As part of the changes that came with the passage of the Tax Cuts and Jobs Act (TCJA), congress created a category for “Pass-Through Income” that would be taxed at a lower rate. Congress created this tax break for pass-through income due to the benefits provided to corporate earnings under the TCJA. Corporations received a permanent tax reduction in its tax rate from 35% to 21%; however, Congress had not created any tax breaks for pass-through income companies (LLC’s, Partnerships, Sole Proprietorships, etc.). As a concession to the small business community, Congress included in the TCJA a provision that these entities could remove/exclude 20% of qualifying income from federal taxation. The law does have some exclusions and modifications as it relates to professional service industries; however, these details are outside the scope of this topic discussion.

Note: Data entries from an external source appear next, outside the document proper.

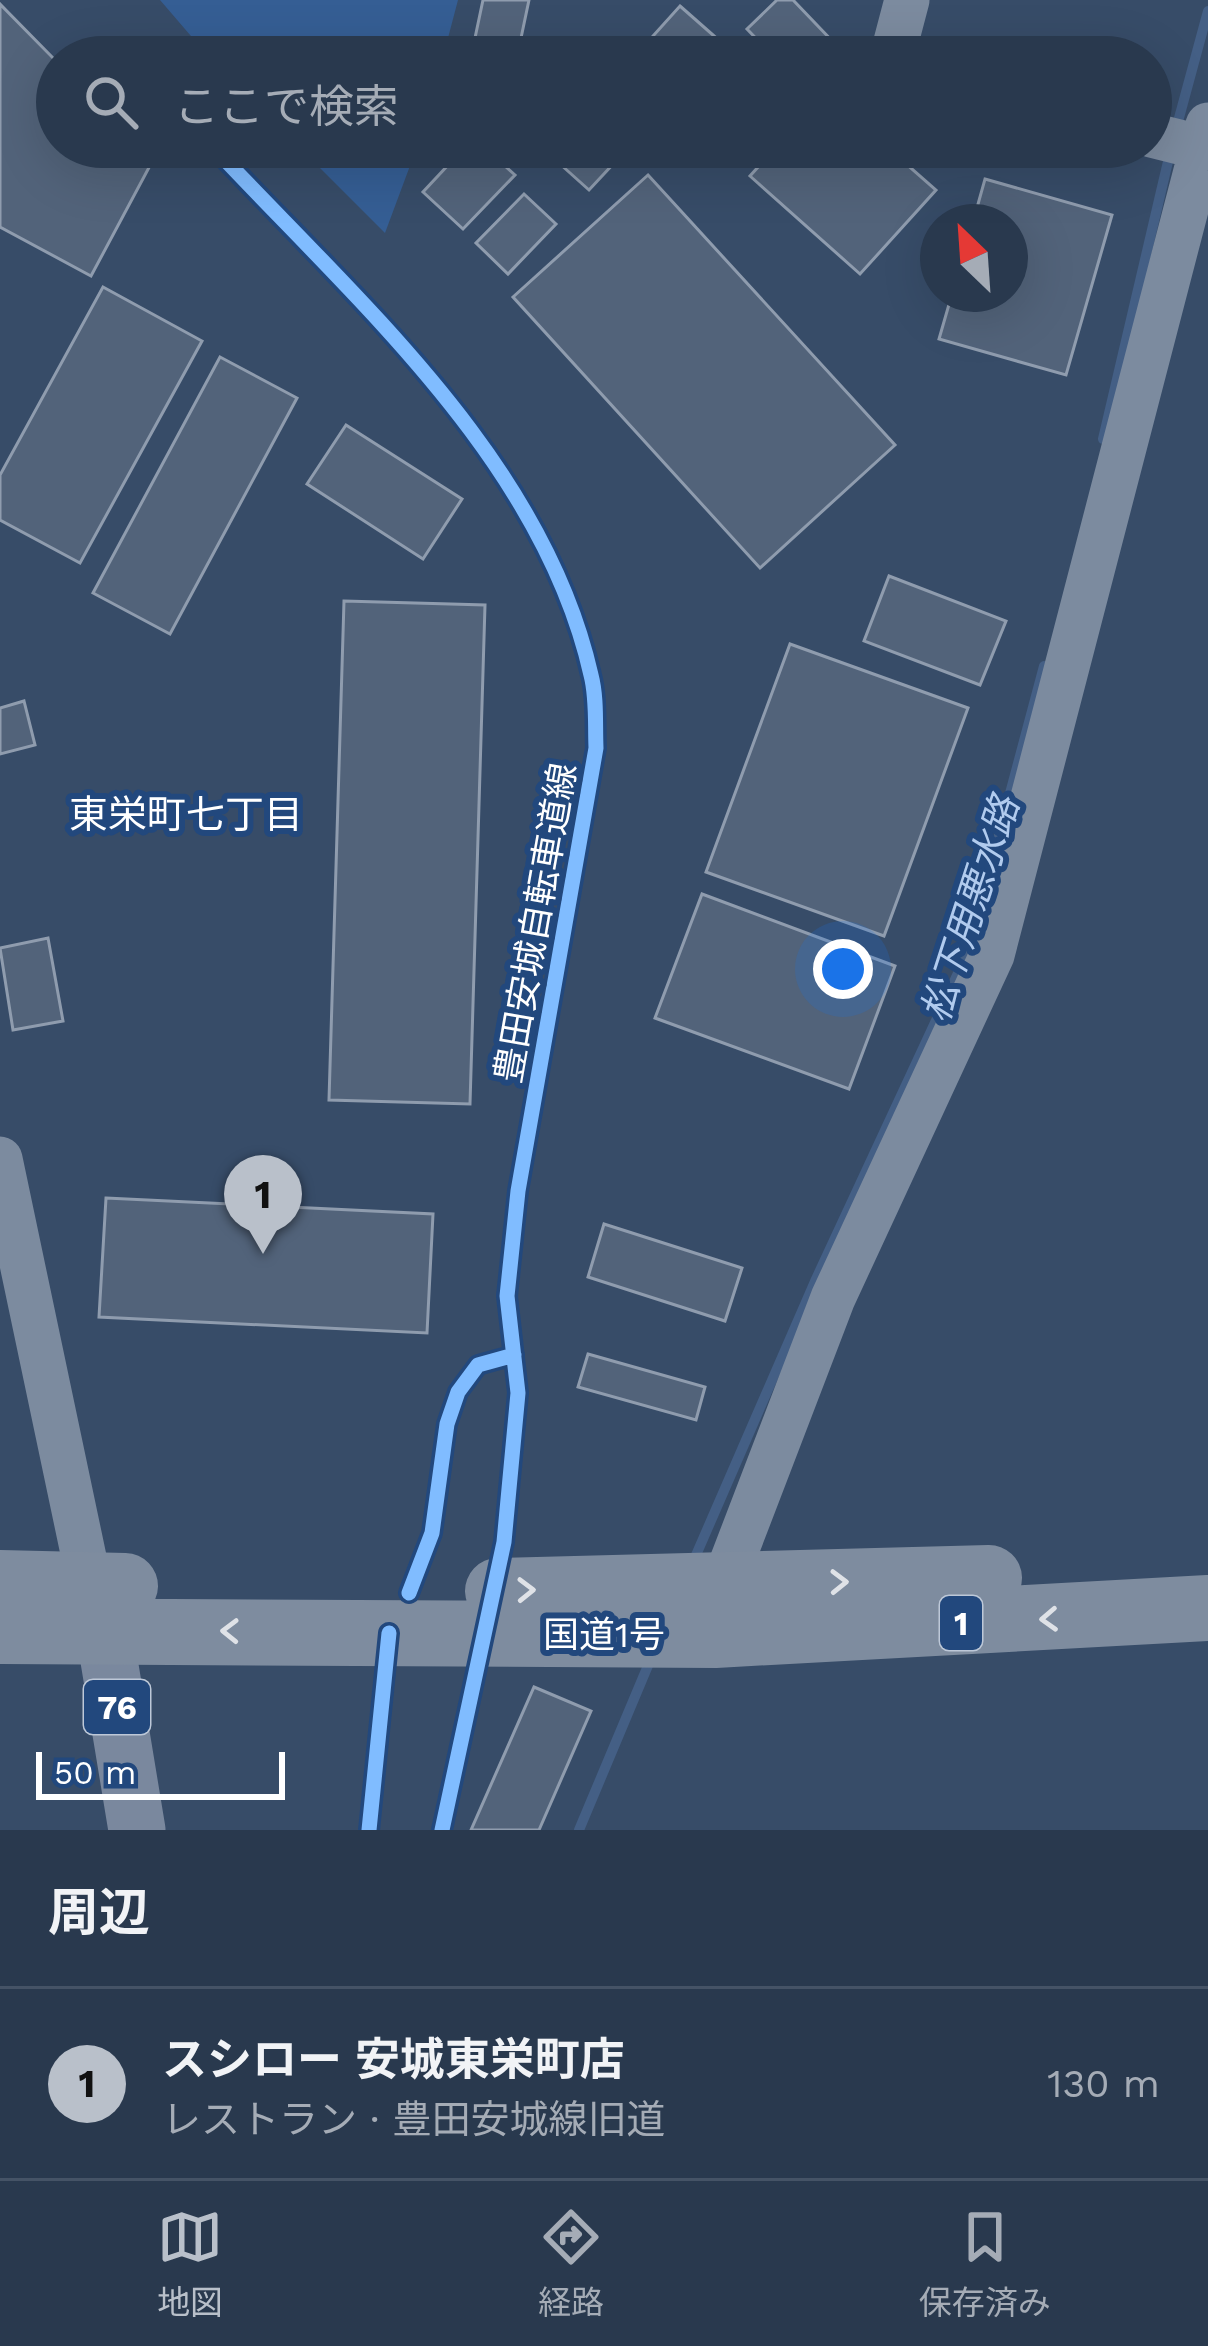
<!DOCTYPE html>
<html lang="ja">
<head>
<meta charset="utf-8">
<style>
	:root { --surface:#29394e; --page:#314055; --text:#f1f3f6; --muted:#a5acb6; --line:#455366; --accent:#b9c0ca }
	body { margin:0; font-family:"Work Sans","Noto Sans JP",sans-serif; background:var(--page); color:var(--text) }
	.compass { position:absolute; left:920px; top:204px; width:108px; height:108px; border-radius:50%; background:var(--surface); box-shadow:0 12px 48px #0002; rotate:335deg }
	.scale { position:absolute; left:36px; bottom:30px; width:249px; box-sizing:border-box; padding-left:12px; border:6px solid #fff; border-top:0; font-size:33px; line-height:42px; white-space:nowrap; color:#fff; -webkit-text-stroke:9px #22487d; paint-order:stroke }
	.you { position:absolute; left:843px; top:969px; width:42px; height:42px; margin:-30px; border:9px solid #fff; border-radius:50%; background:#1a73e8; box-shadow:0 0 0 18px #1a73e833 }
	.badge { display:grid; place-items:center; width:78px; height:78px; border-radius:50%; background:var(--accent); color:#111; font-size:39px; font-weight:700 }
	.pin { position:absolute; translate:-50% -99px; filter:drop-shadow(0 3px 6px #0008) }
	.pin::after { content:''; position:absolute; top:63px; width:42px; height:36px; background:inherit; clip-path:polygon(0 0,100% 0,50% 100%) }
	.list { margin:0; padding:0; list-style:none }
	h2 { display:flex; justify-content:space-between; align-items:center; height:156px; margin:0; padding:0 48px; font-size:51px }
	h2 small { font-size:39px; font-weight:400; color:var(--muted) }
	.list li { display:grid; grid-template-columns:78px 1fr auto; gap:36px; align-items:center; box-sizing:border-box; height:192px; padding:0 48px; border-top:3px solid var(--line) }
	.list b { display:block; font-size:45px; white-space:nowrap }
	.list p { margin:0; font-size:39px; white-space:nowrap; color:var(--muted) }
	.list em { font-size:39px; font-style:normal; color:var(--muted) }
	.icon { flex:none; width:66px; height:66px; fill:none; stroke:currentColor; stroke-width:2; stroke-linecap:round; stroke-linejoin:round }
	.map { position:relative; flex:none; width:1208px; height:1830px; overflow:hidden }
	.search { position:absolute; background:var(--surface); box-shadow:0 12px 48px #0002; left:36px; right:36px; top:36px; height:132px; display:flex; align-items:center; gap:30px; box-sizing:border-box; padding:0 42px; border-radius:66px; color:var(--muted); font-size:45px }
	.sheet { height:348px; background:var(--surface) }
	nav { display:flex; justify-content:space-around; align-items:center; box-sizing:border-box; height:168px; border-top:3px solid var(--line); background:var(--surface); font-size:33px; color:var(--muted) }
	nav a { display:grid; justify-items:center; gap:6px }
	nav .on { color:var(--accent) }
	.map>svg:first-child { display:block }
	.green { fill:#355e94 }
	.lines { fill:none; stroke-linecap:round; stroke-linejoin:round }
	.stream { stroke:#445f85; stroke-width:10 }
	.building { fill:#52637a; stroke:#8f9cae; stroke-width:3 }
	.minor { stroke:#7c8b9f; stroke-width:45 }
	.major { stroke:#7a889e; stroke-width:57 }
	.highway { stroke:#7e8c9f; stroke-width:66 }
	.cycleway-casing { stroke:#22487d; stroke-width:22 }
	.cycleway { stroke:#80bcff; stroke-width:15 }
	.oneway { stroke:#dfe2e7 }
	.labels { text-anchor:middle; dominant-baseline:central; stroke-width:12; stroke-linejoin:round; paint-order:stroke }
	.shield { fill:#22487d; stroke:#bdc8d8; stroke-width:3 }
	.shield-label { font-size:33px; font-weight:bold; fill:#fff }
	.street-label { font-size:36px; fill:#fff; stroke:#22487d }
	.neighbourhood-label { font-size:39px; fill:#fff; stroke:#22487d }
	.water-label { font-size:39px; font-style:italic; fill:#b1cbee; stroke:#22487d }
</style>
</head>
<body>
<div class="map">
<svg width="1208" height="1830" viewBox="0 0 1208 1830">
	<rect width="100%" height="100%" fill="#374c68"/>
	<!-- green -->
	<path class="green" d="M160 0H458L443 57H209Z
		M299 147H417L385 233Z"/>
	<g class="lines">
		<!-- stream -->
		<path class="stream" d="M1176 129 1208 11
			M1103 439 1170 153
			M693 1562 816 1279 958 973 981 902 1044 666
			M579 1830 652 1656"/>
	</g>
	<!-- building -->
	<path class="building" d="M483 0H529L517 57H471Z
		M777 0H793L837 46 826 57H774L747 29Z
		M0 4 57 62V147H140L153 160 91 276 0 227Z
		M680 6 738 57 635 56Z
		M465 147H484L515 175 463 229 423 192Z
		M575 147H598L615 162 589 190 560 164Z
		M776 147H887L936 190 860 274 750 176Z
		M648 175 895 445 760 568 513 297Z
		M985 179 1112 215 1066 375 939 339 952 294H1010V222H973Z
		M524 194 556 224 508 274 476 243Z
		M103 287 202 341 80 563 0 520V475Z
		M220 357 297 398 170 634 93 593Z
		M346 425 462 499 423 559 307 484Z
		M889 576 1006 621 980 685 864 641Z
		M344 601 485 605 470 1104 329 1100Z
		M790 644 968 708 884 936 706 872Z
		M24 701 35 745 0 754V708Z
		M702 894 895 966 849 1089 655 1018Z
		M48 938 63 1021 13 1030 0 948Z
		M106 1198 433 1214 427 1333 99 1317Z
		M604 1224 742 1268 725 1321 588 1277Z
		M588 1354 705 1387 696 1420 578 1387Z
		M534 1687 591 1711 539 1830H471Z"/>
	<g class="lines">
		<!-- minor -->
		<path class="minor" d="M892 57 907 0
			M1151 135 1203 148
			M0 1159 90 1586
			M723 1585 833 1298 992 955 1208 125"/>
		<!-- major -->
		<path class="major" d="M91 1590 104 1630 137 1830"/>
		<!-- highway -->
		<path class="highway" d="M0 1583 125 1586
			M498 1591 989 1578
			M0 1631 715 1635 1208 1608"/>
		<!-- cycleway casing -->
		<g class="cycleway-casing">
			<path id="cycleway" d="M213 147C357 301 543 461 591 675 597 698 595 724 596 748L518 1191 507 1296 518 1393 504 1542 442 1830
				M409 1593 432 1533 447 1424 458 1392 478 1365 514 1355
				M369 1830 389 1633"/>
		</g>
		<!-- cycleway -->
		<use href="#cycleway" class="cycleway"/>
	</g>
	<!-- one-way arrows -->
	<defs><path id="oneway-chevron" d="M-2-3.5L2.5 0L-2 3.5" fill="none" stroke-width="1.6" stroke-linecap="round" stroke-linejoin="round" transform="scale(3)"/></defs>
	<g class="oneway">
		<use href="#oneway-chevron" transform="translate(839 1582) rotate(-1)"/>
		<use href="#oneway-chevron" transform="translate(526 1590) rotate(-1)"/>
		<use href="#oneway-chevron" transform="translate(1049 1619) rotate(177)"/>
		<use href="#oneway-chevron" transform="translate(230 1631) rotate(-179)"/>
	</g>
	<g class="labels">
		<!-- shield labels -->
		<g class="shield">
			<rect x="940" y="1596" width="42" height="54" rx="9"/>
			<rect x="84" y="1680" width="66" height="54" rx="9"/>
		</g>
		<g class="shield-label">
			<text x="961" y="1623">1</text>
			<text x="117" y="1707">76</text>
		</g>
		<!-- street labels -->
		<g class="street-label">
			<text transform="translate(536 923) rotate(-80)">豊田安城自転車道線</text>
			<text x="604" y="1635">国道1号</text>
		</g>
		<!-- neighbourhood labels -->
		<g class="neighbourhood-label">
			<text x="186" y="814">東栄町七丁目</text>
		</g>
		<!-- water labels -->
		<g class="water-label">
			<text transform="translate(970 909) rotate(-72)">松下用悪水路</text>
		</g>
	</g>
</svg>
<svg class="compass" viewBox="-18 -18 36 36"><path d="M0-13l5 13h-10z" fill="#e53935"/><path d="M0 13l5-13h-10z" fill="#a5acb6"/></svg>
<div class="scale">50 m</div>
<div class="you"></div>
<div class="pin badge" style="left:263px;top:1254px">1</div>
<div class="search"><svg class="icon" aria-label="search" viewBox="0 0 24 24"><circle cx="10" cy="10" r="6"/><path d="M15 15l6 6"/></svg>ここで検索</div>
</div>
<section class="sheet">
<h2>周辺<small></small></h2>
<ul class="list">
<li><span class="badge">1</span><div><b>スシロー 安城東栄町店</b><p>レストラン · 豊田安城線旧道</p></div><em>130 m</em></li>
</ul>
</section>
<nav>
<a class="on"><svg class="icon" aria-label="map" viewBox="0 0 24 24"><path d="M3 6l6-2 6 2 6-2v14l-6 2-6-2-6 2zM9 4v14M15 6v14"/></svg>地図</a>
<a><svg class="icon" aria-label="directions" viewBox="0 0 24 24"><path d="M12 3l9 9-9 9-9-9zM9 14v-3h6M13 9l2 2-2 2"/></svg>経路</a>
<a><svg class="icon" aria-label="saved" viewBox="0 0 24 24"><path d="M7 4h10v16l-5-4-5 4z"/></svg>保存済み</a>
</nav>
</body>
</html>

Now that the background information has been provided, the question remains should pass-through income be taxed at a lower rate than income earned through wages? My short answer to the question is yes, the income should be taxed at a lower rate. While there are valid points that can be made to support or undermine this provision, I think ultimately society is benefited on the whole with the provision. The vast majority of businesses in the US are pass-through businesses. They represent a vital part of maintaining the economic health of the country and greatly assist in creating jobs and needed products or services to the surrounding community. One major goal of the TCJA was to support the creation of jobs. By reducing a portion of pass-through entities' income subject to tax these small businesses have more capital that can be used to hire additional staff and increase capacity. Additionally, small businesses need to be able to absorb the expenses related to adding new staff the exist beyond the salary. Small businesses have multiple compliance and tax obligations related to each staff member the business brings on board. Finally, there has to be a greater opportunity for financial gain in the owner position than the wage earner position. If a person or entity can only expect to make the same or similar income as its employees, there is a much-reduced incentive for new businesses to be formed. To own the business, you are responsible for all the liabilities of the business including making payroll whereas the wage earner is not responsible for the company’s liabilities personally and when it comes time to get paid, they are entitled to the pay regardless of the financial condition of the employer.

Overall, I can understand why congress included pass-through income exclusion in the tax law. If you evaluate the pros and cons, most people can see the logic in the move. While laws and regulations are not always based on fairness, allowing for the pass-through exclusion does help to create some balance in the wake of the permanent corporate rate reduction.